## Work instructions
Whenever a line below holds the word "right", count it; then give the total and nothing else.

=== Begin Enclosure ===

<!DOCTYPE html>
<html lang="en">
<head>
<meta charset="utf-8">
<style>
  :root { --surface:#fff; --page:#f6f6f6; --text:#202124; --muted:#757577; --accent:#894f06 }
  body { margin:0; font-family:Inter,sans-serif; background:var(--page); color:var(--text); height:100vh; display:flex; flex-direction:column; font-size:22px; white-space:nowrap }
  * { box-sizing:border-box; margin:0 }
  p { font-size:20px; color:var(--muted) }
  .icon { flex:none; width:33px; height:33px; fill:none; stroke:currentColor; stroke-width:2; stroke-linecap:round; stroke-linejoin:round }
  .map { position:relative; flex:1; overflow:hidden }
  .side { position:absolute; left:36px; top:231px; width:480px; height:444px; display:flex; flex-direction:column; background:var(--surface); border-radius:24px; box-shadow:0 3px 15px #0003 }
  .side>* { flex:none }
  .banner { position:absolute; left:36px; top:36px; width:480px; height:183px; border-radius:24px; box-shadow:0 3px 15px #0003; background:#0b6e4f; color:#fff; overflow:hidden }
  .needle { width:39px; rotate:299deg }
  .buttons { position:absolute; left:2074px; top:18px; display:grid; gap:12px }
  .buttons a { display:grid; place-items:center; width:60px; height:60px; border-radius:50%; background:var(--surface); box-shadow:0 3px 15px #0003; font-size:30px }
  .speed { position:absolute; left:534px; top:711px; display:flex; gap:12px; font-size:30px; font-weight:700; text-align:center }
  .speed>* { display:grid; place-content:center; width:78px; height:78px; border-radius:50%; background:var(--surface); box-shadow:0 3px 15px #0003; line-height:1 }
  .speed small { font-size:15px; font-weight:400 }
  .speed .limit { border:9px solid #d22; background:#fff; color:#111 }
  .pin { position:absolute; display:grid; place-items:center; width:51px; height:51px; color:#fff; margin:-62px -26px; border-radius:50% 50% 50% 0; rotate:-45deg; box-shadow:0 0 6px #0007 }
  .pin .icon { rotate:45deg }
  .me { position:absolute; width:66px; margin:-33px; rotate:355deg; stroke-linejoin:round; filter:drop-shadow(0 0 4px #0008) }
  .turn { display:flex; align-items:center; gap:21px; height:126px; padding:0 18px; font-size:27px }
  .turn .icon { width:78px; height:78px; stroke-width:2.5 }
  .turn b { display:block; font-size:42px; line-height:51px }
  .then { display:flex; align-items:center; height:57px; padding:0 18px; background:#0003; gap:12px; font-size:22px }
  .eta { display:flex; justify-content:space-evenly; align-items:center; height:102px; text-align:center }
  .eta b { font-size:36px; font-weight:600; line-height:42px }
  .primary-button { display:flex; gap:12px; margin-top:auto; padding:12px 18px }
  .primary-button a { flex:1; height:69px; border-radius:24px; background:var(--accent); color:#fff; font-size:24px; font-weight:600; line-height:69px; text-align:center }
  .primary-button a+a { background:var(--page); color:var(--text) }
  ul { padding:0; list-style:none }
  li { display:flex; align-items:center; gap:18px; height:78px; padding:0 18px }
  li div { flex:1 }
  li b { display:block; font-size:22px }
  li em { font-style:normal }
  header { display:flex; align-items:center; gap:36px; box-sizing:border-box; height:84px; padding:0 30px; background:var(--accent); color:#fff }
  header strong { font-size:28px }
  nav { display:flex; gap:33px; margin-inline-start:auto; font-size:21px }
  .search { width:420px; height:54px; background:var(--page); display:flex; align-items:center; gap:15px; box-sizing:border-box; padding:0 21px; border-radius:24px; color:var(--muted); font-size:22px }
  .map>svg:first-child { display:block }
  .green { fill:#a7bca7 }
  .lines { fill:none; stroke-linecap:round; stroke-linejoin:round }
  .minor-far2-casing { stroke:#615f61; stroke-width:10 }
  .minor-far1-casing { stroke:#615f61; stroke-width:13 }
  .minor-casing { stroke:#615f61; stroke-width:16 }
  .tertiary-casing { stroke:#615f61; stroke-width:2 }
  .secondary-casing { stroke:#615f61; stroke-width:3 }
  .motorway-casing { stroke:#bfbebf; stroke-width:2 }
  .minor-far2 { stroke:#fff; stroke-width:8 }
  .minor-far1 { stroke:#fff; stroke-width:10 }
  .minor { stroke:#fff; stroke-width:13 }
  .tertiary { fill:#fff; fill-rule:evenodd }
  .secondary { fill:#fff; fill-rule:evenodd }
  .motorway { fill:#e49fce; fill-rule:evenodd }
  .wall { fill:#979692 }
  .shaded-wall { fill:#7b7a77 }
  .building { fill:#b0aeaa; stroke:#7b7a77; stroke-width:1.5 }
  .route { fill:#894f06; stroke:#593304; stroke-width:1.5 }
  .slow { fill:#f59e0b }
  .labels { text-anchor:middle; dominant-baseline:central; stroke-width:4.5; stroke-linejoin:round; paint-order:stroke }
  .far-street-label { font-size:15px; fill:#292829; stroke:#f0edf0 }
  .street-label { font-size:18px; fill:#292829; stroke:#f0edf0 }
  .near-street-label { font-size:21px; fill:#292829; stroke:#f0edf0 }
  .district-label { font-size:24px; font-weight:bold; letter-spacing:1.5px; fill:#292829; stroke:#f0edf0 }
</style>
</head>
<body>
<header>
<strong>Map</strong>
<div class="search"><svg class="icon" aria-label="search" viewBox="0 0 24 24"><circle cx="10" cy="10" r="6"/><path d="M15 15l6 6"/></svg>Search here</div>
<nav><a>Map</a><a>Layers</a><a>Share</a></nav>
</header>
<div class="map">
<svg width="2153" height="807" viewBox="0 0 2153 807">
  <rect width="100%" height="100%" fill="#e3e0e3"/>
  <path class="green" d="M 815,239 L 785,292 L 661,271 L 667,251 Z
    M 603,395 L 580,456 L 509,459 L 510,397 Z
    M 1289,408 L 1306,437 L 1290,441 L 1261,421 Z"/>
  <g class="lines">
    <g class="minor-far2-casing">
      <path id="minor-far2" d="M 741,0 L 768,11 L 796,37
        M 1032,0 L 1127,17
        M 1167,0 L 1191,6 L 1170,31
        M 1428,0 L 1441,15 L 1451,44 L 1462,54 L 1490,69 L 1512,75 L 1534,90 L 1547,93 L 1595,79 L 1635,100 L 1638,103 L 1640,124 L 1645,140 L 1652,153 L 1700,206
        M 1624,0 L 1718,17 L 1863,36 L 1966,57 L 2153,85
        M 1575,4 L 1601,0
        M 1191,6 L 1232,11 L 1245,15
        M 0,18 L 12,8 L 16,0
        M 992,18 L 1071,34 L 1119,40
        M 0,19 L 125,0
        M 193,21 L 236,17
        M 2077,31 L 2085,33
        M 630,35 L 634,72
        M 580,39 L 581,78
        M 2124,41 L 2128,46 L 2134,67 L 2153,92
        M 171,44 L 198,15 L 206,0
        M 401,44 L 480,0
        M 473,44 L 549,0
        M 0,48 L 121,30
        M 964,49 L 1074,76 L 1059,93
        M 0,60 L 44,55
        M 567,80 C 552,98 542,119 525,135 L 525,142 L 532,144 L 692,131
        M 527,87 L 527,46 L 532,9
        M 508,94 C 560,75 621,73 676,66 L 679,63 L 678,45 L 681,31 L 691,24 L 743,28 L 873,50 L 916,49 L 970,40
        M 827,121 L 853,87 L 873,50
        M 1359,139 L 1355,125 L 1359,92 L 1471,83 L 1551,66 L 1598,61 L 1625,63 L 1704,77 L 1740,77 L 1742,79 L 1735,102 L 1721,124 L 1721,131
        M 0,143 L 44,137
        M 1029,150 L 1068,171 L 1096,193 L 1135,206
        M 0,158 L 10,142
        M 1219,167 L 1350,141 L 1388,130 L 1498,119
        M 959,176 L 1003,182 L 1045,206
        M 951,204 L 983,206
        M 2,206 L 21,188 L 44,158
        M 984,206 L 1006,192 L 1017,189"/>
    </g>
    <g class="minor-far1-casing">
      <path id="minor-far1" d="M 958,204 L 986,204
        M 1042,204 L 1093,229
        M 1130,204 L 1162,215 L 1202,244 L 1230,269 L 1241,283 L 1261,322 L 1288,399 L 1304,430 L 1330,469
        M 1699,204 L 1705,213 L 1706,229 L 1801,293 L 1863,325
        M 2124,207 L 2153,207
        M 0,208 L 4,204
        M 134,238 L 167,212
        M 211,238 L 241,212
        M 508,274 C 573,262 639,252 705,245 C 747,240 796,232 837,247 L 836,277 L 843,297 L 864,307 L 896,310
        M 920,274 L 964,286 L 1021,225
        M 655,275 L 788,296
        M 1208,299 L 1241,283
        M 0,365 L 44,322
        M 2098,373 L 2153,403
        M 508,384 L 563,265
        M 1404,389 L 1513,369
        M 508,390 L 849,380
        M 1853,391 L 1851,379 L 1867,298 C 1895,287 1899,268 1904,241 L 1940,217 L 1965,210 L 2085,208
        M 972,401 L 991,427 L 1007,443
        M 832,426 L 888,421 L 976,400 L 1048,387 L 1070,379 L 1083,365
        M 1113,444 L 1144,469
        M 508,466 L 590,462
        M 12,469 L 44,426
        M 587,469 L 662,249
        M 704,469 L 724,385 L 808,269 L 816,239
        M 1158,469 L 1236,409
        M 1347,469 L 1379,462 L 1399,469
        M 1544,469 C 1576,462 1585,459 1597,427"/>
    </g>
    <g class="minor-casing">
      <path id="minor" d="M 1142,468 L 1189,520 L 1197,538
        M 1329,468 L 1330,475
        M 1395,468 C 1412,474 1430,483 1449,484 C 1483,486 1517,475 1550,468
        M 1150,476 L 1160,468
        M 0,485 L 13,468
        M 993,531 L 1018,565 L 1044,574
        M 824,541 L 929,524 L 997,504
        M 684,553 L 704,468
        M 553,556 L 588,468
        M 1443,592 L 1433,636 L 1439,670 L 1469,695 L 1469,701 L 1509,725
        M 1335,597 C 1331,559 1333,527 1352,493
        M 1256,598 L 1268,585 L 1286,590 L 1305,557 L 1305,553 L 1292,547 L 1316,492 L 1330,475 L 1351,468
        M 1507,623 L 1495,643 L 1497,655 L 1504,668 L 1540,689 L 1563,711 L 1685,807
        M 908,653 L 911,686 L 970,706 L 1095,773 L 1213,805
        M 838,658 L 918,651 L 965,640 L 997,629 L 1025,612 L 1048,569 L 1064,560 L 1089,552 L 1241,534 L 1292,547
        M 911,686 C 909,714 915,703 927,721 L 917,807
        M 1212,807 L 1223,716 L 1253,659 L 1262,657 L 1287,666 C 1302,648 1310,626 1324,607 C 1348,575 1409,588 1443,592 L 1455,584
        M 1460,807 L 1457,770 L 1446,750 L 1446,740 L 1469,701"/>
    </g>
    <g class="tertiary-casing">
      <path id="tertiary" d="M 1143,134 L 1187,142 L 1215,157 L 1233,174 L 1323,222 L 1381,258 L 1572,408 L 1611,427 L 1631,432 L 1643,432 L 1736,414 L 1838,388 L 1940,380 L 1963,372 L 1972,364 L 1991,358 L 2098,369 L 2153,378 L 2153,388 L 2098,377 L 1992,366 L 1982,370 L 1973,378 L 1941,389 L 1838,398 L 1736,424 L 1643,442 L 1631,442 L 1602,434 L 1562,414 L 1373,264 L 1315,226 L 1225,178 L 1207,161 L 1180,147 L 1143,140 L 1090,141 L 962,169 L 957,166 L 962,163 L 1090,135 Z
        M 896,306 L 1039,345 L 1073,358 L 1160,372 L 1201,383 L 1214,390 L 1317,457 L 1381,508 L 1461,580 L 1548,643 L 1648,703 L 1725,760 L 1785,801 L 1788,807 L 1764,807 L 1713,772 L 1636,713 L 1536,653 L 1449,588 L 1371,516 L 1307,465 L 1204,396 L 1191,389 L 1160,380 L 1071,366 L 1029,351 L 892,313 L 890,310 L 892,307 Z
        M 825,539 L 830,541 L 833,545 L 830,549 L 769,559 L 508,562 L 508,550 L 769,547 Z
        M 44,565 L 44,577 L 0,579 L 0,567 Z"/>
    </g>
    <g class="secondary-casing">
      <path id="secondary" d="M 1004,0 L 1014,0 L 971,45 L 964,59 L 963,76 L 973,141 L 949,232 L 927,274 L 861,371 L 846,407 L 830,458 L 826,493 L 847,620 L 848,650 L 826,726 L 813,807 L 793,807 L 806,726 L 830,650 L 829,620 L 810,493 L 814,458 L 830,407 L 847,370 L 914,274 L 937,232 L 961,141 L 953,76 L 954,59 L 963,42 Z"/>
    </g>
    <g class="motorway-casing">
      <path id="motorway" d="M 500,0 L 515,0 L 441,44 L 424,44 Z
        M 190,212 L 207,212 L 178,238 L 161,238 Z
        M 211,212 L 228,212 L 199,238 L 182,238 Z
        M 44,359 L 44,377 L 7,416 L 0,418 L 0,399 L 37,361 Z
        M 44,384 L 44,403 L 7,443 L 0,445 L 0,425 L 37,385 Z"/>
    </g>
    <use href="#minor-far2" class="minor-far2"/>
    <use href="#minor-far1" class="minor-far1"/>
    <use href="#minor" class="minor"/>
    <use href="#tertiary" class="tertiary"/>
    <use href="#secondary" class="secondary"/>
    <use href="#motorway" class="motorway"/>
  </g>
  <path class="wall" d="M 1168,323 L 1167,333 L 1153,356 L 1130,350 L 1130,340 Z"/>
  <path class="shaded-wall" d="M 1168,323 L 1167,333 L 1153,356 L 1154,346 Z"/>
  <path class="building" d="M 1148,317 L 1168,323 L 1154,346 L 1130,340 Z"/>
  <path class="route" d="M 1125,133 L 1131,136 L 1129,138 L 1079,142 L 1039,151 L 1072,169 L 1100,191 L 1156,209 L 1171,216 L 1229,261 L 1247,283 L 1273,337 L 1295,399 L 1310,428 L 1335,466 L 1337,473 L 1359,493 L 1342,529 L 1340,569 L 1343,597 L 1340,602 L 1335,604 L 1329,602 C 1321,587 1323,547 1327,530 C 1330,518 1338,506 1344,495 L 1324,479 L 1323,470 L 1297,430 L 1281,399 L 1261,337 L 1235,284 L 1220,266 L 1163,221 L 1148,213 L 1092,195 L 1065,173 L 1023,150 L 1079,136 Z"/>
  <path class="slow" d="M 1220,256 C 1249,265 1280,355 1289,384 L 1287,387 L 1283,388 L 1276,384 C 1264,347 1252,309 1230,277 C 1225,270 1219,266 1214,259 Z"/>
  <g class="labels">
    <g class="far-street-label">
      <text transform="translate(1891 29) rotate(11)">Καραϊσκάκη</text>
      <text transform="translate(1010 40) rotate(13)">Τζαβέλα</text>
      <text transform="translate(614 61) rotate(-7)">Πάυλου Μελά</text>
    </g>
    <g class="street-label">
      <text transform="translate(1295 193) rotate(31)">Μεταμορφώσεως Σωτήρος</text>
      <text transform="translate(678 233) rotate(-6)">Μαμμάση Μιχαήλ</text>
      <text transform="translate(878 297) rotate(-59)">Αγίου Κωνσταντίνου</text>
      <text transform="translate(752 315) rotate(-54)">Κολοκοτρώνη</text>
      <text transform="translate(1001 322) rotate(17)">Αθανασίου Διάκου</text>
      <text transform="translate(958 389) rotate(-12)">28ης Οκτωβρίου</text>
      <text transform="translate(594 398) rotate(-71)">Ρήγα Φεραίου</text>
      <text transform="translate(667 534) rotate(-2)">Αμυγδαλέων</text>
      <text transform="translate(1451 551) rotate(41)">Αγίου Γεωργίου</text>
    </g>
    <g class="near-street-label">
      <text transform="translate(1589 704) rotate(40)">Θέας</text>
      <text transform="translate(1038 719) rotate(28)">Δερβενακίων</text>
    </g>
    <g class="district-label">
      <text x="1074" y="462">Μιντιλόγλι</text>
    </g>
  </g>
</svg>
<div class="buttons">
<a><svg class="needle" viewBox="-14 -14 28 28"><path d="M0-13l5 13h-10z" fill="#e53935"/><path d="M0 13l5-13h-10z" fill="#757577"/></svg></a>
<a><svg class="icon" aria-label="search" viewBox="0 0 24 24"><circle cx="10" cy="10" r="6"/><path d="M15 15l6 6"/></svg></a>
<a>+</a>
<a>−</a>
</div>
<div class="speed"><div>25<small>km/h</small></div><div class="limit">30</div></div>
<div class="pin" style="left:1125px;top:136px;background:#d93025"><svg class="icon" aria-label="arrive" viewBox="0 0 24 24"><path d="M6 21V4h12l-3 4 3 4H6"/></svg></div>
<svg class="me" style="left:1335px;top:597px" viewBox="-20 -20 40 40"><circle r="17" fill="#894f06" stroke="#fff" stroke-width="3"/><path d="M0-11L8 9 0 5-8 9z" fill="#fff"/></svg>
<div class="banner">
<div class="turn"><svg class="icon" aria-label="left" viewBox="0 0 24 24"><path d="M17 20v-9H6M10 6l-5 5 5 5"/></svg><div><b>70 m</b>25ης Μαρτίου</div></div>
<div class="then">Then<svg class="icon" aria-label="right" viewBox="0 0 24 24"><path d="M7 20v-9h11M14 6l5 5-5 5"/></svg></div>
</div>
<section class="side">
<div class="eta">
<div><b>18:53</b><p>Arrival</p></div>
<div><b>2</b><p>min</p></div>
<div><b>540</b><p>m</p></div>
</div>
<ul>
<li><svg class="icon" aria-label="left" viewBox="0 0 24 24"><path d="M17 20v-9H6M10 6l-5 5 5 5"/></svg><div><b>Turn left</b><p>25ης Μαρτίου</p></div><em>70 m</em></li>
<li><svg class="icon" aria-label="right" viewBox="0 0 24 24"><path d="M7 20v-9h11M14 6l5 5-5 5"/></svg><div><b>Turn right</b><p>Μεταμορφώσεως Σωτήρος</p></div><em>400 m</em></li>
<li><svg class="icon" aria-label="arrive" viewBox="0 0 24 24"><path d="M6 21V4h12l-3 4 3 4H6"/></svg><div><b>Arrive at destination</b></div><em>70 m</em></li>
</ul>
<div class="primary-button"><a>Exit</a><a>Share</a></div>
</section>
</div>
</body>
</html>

=== End Enclosure ===

## The completed task
2